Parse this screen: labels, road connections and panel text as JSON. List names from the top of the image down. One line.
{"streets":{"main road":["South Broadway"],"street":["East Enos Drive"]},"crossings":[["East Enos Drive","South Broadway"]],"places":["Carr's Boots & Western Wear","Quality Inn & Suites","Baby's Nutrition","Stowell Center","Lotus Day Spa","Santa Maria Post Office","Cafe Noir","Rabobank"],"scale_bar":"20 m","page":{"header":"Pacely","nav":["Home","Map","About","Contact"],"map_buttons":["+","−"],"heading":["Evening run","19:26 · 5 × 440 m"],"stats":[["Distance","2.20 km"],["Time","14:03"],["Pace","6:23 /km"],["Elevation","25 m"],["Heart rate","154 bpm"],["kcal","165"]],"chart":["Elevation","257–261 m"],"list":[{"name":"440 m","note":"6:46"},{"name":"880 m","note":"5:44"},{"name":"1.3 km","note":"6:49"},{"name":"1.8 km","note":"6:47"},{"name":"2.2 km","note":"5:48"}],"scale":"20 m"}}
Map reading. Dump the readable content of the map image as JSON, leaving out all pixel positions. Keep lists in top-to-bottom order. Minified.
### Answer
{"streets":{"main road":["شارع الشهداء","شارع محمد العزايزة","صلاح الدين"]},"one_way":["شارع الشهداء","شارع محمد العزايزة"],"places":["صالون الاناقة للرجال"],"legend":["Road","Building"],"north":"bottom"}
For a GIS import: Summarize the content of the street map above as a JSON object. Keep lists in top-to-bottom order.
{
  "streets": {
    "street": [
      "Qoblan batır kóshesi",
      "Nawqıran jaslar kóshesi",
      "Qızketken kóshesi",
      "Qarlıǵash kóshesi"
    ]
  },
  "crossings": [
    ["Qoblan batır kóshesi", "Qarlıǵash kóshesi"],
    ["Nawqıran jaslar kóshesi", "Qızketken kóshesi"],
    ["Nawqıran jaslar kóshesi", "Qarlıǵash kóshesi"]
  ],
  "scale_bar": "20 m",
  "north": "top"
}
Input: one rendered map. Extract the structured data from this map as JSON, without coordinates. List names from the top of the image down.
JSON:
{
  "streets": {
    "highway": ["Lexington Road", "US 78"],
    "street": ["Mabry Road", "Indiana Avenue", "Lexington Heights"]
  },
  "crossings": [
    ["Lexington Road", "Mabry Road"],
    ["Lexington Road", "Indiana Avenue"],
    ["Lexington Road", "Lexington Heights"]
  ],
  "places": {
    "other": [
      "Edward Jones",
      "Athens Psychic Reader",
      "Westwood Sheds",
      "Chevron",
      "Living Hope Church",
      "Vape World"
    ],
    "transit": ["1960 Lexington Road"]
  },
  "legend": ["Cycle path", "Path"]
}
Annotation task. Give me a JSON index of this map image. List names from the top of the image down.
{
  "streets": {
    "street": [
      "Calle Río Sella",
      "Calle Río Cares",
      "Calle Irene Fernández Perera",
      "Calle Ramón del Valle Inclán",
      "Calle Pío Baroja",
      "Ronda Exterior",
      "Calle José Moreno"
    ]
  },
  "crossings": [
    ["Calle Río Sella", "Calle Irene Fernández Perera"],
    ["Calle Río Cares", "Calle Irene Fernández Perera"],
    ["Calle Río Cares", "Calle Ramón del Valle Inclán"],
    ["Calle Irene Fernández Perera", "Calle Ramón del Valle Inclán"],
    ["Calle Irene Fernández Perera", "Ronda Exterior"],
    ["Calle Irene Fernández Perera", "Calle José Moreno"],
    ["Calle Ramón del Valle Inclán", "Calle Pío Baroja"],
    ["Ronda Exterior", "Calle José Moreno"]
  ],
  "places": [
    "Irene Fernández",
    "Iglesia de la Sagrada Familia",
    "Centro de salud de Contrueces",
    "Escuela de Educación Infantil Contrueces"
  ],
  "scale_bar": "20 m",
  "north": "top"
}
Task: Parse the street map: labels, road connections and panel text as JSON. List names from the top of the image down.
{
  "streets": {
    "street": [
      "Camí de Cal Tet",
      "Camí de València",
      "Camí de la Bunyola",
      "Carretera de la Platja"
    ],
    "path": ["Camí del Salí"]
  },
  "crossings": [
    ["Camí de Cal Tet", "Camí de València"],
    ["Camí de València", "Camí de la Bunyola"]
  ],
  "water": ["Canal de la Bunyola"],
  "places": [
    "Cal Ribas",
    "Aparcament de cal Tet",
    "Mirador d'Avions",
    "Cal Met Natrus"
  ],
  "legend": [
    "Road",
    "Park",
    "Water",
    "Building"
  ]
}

▸ WHAT IS EXPECTED
Copy the records exactly, keeping every word in place.

▸ FINAL ANSWER
Parse this screen: labels, road connections and panel text as JSON. List names from the top of the image down. One line.
{"streets":{"main road":["South Broadway"],"street":["East Enos Drive"]},"crossings":[["East Enos Drive","South Broadway"]],"places":["Carr's Boots & Western Wear","Quality Inn & Suites","Baby's Nutrition","Stowell Center","Lotus Day Spa","Santa Maria Post Office","Cafe Noir","Rabobank"],"scale_bar":"20 m","page":{"header":"Pacely","nav":["Home","Map","About","Contact"],"map_buttons":["+","−"],"heading":["Evening run","19:26 · 5 × 440 m"],"stats":[["Distance","2.20 km"],["Time","14:03"],["Pace","6:23 /km"],["Elevation","25 m"],["Heart rate","154 bpm"],["kcal","165"]],"chart":["Elevation","257–261 m"],"list":[{"name":"440 m","note":"6:46"},{"name":"880 m","note":"5:44"},{"name":"1.3 km","note":"6:49"},{"name":"1.8 km","note":"6:47"},{"name":"2.2 km","note":"5:48"}],"scale":"20 m"}}
Map reading. Dump the readable content of the map image as JSON, leaving out all pixel positions. Keep lists in top-to-bottom order. Minified.
### Answer
{"streets":{"main road":["شارع الشهداء","شارع محمد العزايزة","صلاح الدين"]},"one_way":["شارع الشهداء","شارع محمد العزايزة"],"places":["صالون الاناقة للرجال"],"legend":["Road","Building"],"north":"bottom"}
For a GIS import: Summarize the content of the street map above as a JSON object. Keep lists in top-to-bottom order.
{
  "streets": {
    "street": [
      "Qoblan batır kóshesi",
      "Nawqıran jaslar kóshesi",
      "Qızketken kóshesi",
      "Qarlıǵash kóshesi"
    ]
  },
  "crossings": [
    ["Qoblan batır kóshesi", "Qarlıǵash kóshesi"],
    ["Nawqıran jaslar kóshesi", "Qızketken kóshesi"],
    ["Nawqıran jaslar kóshesi", "Qarlıǵash kóshesi"]
  ],
  "scale_bar": "20 m",
  "north": "top"
}
Input: one rendered map. Extract the structured data from this map as JSON, without coordinates. List names from the top of the image down.
JSON:
{
  "streets": {
    "highway": ["Lexington Road", "US 78"],
    "street": ["Mabry Road", "Indiana Avenue", "Lexington Heights"]
  },
  "crossings": [
    ["Lexington Road", "Mabry Road"],
    ["Lexington Road", "Indiana Avenue"],
    ["Lexington Road", "Lexington Heights"]
  ],
  "places": {
    "other": [
      "Edward Jones",
      "Athens Psychic Reader",
      "Westwood Sheds",
      "Chevron",
      "Living Hope Church",
      "Vape World"
    ],
    "transit": ["1960 Lexington Road"]
  },
  "legend": ["Cycle path", "Path"]
}
Annotation task. Give me a JSON index of this map image. List names from the top of the image down.
{
  "streets": {
    "street": [
      "Calle Río Sella",
      "Calle Río Cares",
      "Calle Irene Fernández Perera",
      "Calle Ramón del Valle Inclán",
      "Calle Pío Baroja",
      "Ronda Exterior",
      "Calle José Moreno"
    ]
  },
  "crossings": [
    ["Calle Río Sella", "Calle Irene Fernández Perera"],
    ["Calle Río Cares", "Calle Irene Fernández Perera"],
    ["Calle Río Cares", "Calle Ramón del Valle Inclán"],
    ["Calle Irene Fernández Perera", "Calle Ramón del Valle Inclán"],
    ["Calle Irene Fernández Perera", "Ronda Exterior"],
    ["Calle Irene Fernández Perera", "Calle José Moreno"],
    ["Calle Ramón del Valle Inclán", "Calle Pío Baroja"],
    ["Ronda Exterior", "Calle José Moreno"]
  ],
  "places": [
    "Irene Fernández",
    "Iglesia de la Sagrada Familia",
    "Centro de salud de Contrueces",
    "Escuela de Educación Infantil Contrueces"
  ],
  "scale_bar": "20 m",
  "north": "top"
}
Task: Parse the street map: labels, road connections and panel text as JSON. List names from the top of the image down.
{
  "streets": {
    "street": [
      "Camí de Cal Tet",
      "Camí de València",
      "Camí de la Bunyola",
      "Carretera de la Platja"
    ],
    "path": ["Camí del Salí"]
  },
  "crossings": [
    ["Camí de Cal Tet", "Camí de València"],
    ["Camí de València", "Camí de la Bunyola"]
  ],
  "water": ["Canal de la Bunyola"],
  "places": [
    "Cal Ribas",
    "Aparcament de cal Tet",
    "Mirador d'Avions",
    "Cal Met Natrus"
  ],
  "legend": [
    "Road",
    "Park",
    "Water",
    "Building"
  ]
}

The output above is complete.